Reputation:
What is the idea of using groups in short? For example, the class definition has no groups now. What's going to change if we enable groups below?
// @Size(min = 4, max = 30, groups = LengthGroup.class)
@Size(min = 4, max = 30)
private String name;
// @Size(min = 12, max = 120, groups = LengthGroup.class)
@Size(min = 12, max = 120)
private String address;
// @Size(min = 5, max = 30, groups = LengthGroup.class)
@Size(min = 5, max = 30)
@EmailAddress//(groups = EmailGroup.class)
private String email;
p.s. there are also two corresponding interfaces for those groups
Upvotes: 2
Views: 904
Reputation: 2053
In addition what kocko said, they are also meant to categorize validation rules. Quoting from the JSR-303 final spec:
Groups allow you to restrict the set of constraints applied during validation.
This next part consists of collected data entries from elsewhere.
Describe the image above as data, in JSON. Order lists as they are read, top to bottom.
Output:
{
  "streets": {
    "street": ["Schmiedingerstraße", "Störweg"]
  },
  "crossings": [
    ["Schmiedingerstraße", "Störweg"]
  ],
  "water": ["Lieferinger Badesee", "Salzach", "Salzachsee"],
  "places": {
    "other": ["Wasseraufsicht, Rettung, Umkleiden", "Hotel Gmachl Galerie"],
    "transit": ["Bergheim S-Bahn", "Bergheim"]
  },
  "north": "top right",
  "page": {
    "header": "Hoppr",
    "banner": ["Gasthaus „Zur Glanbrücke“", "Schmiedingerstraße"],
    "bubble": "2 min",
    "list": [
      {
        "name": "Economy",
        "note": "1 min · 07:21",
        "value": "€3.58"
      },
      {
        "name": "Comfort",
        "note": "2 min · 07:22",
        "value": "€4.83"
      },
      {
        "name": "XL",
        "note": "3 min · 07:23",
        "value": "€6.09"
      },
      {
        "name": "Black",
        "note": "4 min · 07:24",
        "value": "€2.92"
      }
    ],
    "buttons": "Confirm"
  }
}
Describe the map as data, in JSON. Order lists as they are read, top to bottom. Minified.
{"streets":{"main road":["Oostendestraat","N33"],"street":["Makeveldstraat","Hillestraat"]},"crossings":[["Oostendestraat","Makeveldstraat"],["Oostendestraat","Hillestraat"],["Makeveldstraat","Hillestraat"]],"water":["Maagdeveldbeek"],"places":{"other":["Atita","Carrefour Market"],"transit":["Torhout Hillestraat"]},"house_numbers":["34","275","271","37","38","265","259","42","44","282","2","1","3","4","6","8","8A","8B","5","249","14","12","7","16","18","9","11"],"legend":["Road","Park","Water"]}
If you re-add the groups mentioned above and call the validatior like this: validator.validate(user, LengthGroup.class);
, the lengths of your fields only will be validated. This means that the @EmailAddress
constraint is not taken into consideration.
If you call the validator like this: validator.validate(user, LengthGroup.class, EmailGroup.class);
, all your constraints will be validated against.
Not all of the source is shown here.